BEGIN Data records
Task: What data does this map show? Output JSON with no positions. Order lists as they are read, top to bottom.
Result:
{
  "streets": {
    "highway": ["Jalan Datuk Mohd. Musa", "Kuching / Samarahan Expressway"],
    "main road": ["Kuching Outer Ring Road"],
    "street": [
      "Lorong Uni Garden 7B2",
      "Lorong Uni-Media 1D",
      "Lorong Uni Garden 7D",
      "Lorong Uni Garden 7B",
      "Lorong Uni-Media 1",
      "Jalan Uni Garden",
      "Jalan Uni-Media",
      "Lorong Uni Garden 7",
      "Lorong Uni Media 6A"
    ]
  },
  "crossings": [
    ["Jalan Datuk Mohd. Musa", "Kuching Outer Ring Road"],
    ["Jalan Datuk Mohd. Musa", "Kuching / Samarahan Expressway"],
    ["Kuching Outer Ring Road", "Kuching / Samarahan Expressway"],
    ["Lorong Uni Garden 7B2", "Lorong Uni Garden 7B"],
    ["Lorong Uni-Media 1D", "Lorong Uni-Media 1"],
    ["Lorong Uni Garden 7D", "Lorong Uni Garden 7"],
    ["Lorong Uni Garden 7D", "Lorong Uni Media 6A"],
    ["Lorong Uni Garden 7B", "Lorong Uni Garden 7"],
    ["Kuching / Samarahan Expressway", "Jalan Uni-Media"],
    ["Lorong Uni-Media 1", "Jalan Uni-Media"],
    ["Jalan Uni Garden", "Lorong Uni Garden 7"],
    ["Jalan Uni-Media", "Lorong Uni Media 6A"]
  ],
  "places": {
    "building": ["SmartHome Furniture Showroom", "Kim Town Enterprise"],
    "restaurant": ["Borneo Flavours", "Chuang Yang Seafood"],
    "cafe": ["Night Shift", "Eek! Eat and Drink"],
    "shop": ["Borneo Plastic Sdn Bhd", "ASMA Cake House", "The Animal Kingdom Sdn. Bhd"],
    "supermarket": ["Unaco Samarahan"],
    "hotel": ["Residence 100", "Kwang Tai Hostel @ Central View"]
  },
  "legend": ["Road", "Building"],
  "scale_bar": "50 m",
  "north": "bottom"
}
END Data records
[Task]: Each entry needs to be given again exactly as it stands.

[Answer below]:
Task: What data does this map show? Output JSON with no positions. Order lists as they are read, top to bottom.
Result:
{
  "streets": {
    "highway": ["Jalan Datuk Mohd. Musa", "Kuching / Samarahan Expressway"],
    "main road": ["Kuching Outer Ring Road"],
    "street": [
      "Lorong Uni Garden 7B2",
      "Lorong Uni-Media 1D",
      "Lorong Uni Garden 7D",
      "Lorong Uni Garden 7B",
      "Lorong Uni-Media 1",
      "Jalan Uni Garden",
      "Jalan Uni-Media",
      "Lorong Uni Garden 7",
      "Lorong Uni Media 6A"
    ]
  },
  "crossings": [
    ["Jalan Datuk Mohd. Musa", "Kuching Outer Ring Road"],
    ["Jalan Datuk Mohd. Musa", "Kuching / Samarahan Expressway"],
    ["Kuching Outer Ring Road", "Kuching / Samarahan Expressway"],
    ["Lorong Uni Garden 7B2", "Lorong Uni Garden 7B"],
    ["Lorong Uni-Media 1D", "Lorong Uni-Media 1"],
    ["Lorong Uni Garden 7D", "Lorong Uni Garden 7"],
    ["Lorong Uni Garden 7D", "Lorong Uni Media 6A"],
    ["Lorong Uni Garden 7B", "Lorong Uni Garden 7"],
    ["Kuching / Samarahan Expressway", "Jalan Uni-Media"],
    ["Lorong Uni-Media 1", "Jalan Uni-Media"],
    ["Jalan Uni Garden", "Lorong Uni Garden 7"],
    ["Jalan Uni-Media", "Lorong Uni Media 6A"]
  ],
  "places": {
    "building": ["SmartHome Furniture Showroom", "Kim Town Enterprise"],
    "restaurant": ["Borneo Flavours", "Chuang Yang Seafood"],
    "cafe": ["Night Shift", "Eek! Eat and Drink"],
    "shop": ["Borneo Plastic Sdn Bhd", "ASMA Cake House", "The Animal Kingdom Sdn. Bhd"],
    "supermarket": ["Unaco Samarahan"],
    "hotel": ["Residence 100", "Kwang Tai Hostel @ Central View"]
  },
  "legend": ["Road", "Building"],
  "scale_bar": "50 m",
  "north": "bottom"
}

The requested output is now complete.